> EXERCISE AIM
Only these lines, please: the first one of the records through the one containing "position:absolute; translate:-50% -58px;", retyped exactly, both ends included and pictures omitted.

##########

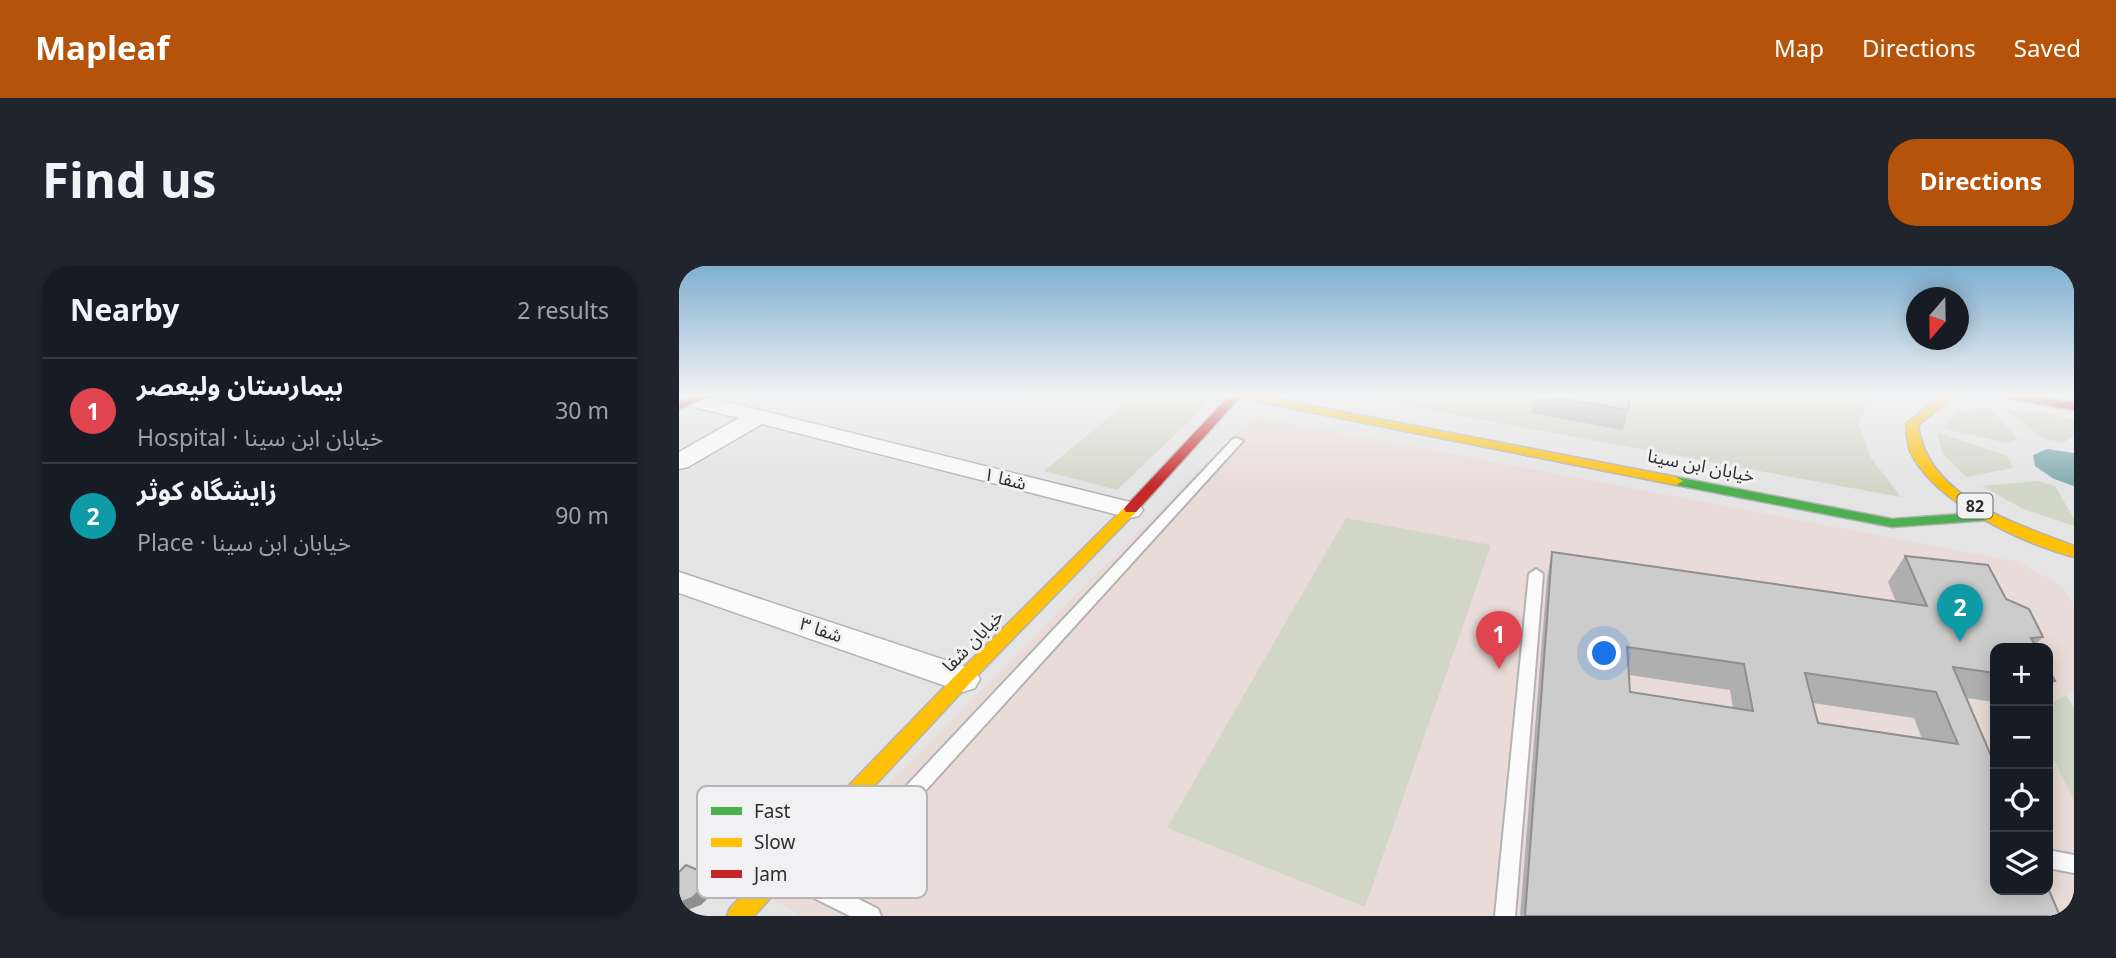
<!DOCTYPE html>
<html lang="en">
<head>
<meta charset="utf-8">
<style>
  :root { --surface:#171b24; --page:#20242c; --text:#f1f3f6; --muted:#9ea1a6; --line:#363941; --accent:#b45309 }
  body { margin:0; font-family:Georgia,"Noto Sans Arabic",serif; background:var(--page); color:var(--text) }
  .controls { position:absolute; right:21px; bottom:21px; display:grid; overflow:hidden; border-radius:14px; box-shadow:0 4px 18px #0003 }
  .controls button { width:63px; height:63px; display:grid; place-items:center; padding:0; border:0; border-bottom:2px solid var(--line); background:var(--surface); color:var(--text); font:35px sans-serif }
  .compass { position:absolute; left:1227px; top:21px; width:63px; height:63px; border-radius:50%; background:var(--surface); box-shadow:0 4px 18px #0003; rotate:200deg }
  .you { position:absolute; left:926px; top:388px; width:24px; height:24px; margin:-18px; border:5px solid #fff; border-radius:50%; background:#1a73e8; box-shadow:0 0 0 10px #1a73e833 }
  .badge { display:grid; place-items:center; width:46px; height:46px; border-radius:50%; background:var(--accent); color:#fff; font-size:23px; font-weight:700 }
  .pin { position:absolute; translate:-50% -58px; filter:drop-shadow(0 2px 4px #0008) }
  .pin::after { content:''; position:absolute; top:37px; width:24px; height:21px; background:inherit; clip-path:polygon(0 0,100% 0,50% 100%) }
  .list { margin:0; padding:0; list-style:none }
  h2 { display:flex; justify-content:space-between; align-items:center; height:91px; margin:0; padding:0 28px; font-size:30px }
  h2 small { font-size:23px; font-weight:400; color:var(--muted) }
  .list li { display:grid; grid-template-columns:46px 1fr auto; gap:21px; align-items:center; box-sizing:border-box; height:105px; padding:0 28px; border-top:2px solid var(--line) }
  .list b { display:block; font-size:26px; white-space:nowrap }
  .list p { margin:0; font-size:23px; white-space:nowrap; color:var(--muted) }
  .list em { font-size:23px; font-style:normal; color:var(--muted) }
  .icon { flex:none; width:38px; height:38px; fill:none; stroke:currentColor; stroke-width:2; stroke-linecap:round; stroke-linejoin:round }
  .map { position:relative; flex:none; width:1395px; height:650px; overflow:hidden; border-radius:28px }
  header { display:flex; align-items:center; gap:42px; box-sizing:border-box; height:98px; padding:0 35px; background:var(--accent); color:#fff }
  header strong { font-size:33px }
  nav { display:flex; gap:38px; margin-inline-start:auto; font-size:24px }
  .intro { display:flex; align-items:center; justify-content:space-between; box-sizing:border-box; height:168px; padding:0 42px }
  h1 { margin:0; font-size:49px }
  .button { padding:18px 32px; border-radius:28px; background:var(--accent); color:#fff; font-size:24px; font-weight:700 }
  main { display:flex; gap:42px; padding:0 42px }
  aside { flex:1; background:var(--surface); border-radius:28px; box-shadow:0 4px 18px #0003 }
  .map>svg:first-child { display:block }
  .medical { fill:#e9dbd8 }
  .green { fill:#d2d6c7 }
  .water { fill:#81abb1 }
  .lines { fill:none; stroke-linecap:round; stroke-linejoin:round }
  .lane-casing { stroke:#b3b3b4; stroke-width:4 }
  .street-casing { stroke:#b3b3b4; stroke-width:3 }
  .fast-casing { stroke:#b3b3b4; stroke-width:3 }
  .slow-casing { stroke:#b3b3b4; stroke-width:3 }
  .jam-casing { stroke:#b3b3b4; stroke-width:3 }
  .lane { fill:#fbfbfb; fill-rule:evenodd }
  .street { fill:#fbfbfb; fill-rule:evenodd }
  .fast { fill:#4caf50; fill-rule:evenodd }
  .slow { fill:#ffc107; fill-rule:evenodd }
  .jam { fill:#c62828; fill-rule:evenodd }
  .wall { fill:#afafaf; fill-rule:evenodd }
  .shaded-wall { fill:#8f8f8f }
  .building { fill:#ccc; stroke:#8f8f8f; stroke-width:2; fill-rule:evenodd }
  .labels { text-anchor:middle; stroke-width:6; stroke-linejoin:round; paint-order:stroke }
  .shield { fill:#f1f1f3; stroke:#68686a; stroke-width:2 }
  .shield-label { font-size:16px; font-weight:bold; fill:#2e2e2f }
  .street-label { font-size:18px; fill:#2e2e2f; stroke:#f1f1f3 }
  .key { fill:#f1f1f3; stroke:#b6b6b8; stroke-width:2 }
  .key-label { font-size:19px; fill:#2e2e2f }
</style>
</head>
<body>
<header>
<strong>Mapleaf</strong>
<nav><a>Map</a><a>Directions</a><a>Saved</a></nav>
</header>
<div class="intro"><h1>Find us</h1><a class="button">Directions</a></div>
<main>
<aside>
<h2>Nearby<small>2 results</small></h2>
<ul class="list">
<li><span class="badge" style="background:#e0444e">1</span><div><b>بیمارستان ولیعصر</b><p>Hospital · خیابان ابن سینا</p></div><em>30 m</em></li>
<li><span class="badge" style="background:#0f9aa8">2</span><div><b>زایشگاه کوثر</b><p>Place · خیابان ابن سینا</p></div><em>90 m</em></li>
</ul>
</aside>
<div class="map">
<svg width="1395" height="650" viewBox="0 0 1395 650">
  <rect width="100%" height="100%" fill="#e4e4e5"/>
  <polygon class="medical" points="574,150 1340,296 1384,321 1395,342 1395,424 1369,439 1369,382 1316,382 1316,624 1369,624 1369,482 1395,535 1395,650 123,650 94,634"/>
  <g class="green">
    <polygon points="457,129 497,129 530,136 438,224 365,205"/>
    <polygon points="667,129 1198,129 1179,155 1192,192 1222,231"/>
    <polygon points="1309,141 1339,173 1328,177 1263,162 1277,147"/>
    <polygon points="1323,142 1367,147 1395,154 1395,170 1384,177 1366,173"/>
    <polygon points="1258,166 1328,190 1334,202 1287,211 1263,187"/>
    <polygon points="1358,215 1376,220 1395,253 1395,260 1344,243 1303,220"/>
    <polygon points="667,252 812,279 686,641 488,562"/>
    <polygon points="1387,429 1395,442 1395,535 1369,482 1369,439"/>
  </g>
  <polygon class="water" points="1368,183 1395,187 1395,220 1375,213 1356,200 1354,189"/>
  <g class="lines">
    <g class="lane-casing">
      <g id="lane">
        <polygon points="558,172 564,175 562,177 158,622 199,643 202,650 171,650 135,632 132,625 135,618 554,173"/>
        <polygon points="857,303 864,308 836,650 816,650 850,308"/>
        <polygon points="1369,584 1395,589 1395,607 1369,602"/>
      </g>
    </g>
    <g class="street-casing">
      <g id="street">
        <polygon points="6,129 19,129 451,236 460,238 464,244 460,250 451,252 83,158 9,201 0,203 0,186 60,152 6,139 3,134"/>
        <polygon points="0,306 296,404 301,413 296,422 284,426 0,327"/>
      </g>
    </g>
    <g class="fast-casing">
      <polygon id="fast" points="997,211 1213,253 1311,246 1318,250 1311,254 1213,261 992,218 990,215"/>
    </g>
    <g class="slow-casing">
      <g id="slow">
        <polygon points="555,129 577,129 997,211 1004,215 997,219 561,132"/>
        <path d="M1263,129h24l-6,3h-8l-34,27c9,73 97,98 156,121v11c-52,-14 -141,-55 -164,-106 -3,-8 -3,-18 -4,-27z"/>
        <polygon points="452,239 457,240 459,243 457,246 290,418 75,650 48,650 51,642 278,408 447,240"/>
      </g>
    </g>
    <g class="jam-casing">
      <g id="jam">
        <polygon points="19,129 36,129 0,143 0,135"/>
        <polygon points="551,129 563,129 457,246 447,246 445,243 447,240"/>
        <polygon points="1319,129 1345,129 1395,136 1395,144 1325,132"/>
      </g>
    </g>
    <use href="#lane" class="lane"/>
    <use href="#street" class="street"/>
    <use href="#fast" class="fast"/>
    <use href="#slow" class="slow"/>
    <use href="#jam" class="jam"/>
  </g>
  <g class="wall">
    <polygon points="855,129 951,129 949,144 944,164 852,147"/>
    <path d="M873,286l344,50 -8,-20 17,-26 101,43 37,38 -8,8 -40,3v54l-29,-4 94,218h-540l27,-338zM950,409l101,15 3,18 -103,-16zM1134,437l101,15 8,21 -104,-16z"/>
    <polygon points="1369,402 1376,415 1369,422"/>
  </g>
  <polygon class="shaded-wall" points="35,611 44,617 22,639 0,647 0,637"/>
  <g class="building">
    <polygon points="862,129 951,129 949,144"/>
    <path d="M873,286l375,54 -22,-50 83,9 18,34 23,10 14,28 -12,1 6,10h-42v25l-42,-6 42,98v125h53v-2l12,28h-535zM948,381l117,17 9,47 -123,-19zM1126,407l131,19 22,52 -140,-21z"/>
    <polygon points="1369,402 1376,415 1369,414"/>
    <polygon points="7,599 35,611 13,632 0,637 0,606"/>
  </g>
  <linearGradient id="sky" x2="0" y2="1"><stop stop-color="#7fb0d2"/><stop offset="0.59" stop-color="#f3f3f3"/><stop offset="1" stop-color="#f3f3f3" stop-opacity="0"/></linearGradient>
  <rect width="1395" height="220" fill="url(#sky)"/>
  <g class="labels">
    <rect class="shield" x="1278.5" y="227.5" width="35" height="25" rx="5"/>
    <g class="shield-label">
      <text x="1296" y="246">82</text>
    </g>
    <g class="street-label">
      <text transform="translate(1022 200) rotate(11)" y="6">خیابان ابن سینا</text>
      <text transform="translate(326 213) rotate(14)" y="6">شفا ۱</text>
      <text transform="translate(142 364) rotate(19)" y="6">شفا ۳</text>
      <text transform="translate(294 375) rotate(-46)" y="6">خیابان شفا</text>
    </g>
  </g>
  <rect x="18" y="520" width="230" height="112" rx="10" class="key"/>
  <rect x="32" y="541" width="31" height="8" fill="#4caf50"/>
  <rect x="32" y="572" width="31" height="9" fill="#ffc107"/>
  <rect x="32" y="604" width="31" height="8" fill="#c62828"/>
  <g class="key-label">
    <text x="75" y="552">Fast</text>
    <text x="75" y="583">Slow</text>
    <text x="75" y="615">Jam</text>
  </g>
</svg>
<div class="controls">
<button>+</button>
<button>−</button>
<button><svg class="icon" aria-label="locate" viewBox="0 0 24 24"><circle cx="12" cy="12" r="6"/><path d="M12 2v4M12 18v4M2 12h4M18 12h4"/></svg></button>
<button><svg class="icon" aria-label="layers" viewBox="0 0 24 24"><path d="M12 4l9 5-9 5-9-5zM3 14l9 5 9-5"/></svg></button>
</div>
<svg class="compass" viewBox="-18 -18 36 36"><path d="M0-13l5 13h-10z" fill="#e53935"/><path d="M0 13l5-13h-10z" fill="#9ea1a6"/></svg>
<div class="you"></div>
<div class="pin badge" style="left:820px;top:403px;background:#e0444e">1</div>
<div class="pin badge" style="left:1281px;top:376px;background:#0f9aa8">2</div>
</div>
</main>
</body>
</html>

##########

> TASK ANSWER
<!DOCTYPE html>
<html lang="en">
<head>
<meta charset="utf-8">
<style>
  :root { --surface:#171b24; --page:#20242c; --text:#f1f3f6; --muted:#9ea1a6; --line:#363941; --accent:#b45309 }
  body { margin:0; font-family:Georgia,"Noto Sans Arabic",serif; background:var(--page); color:var(--text) }
  .controls { position:absolute; right:21px; bottom:21px; display:grid; overflow:hidden; border-radius:14px; box-shadow:0 4px 18px #0003 }
  .controls button { width:63px; height:63px; display:grid; place-items:center; padding:0; border:0; border-bottom:2px solid var(--line); background:var(--surface); color:var(--text); font:35px sans-serif }
  .compass { position:absolute; left:1227px; top:21px; width:63px; height:63px; border-radius:50%; background:var(--surface); box-shadow:0 4px 18px #0003; rotate:200deg }
  .you { position:absolute; left:926px; top:388px; width:24px; height:24px; margin:-18px; border:5px solid #fff; border-radius:50%; background:#1a73e8; box-shadow:0 0 0 10px #1a73e833 }
  .badge { display:grid; place-items:center; width:46px; height:46px; border-radius:50%; background:var(--accent); color:#fff; font-size:23px; font-weight:700 }
  .pin { position:absolute; translate:-50% -58px; filter:drop-shadow(0 2px 4px #0008) }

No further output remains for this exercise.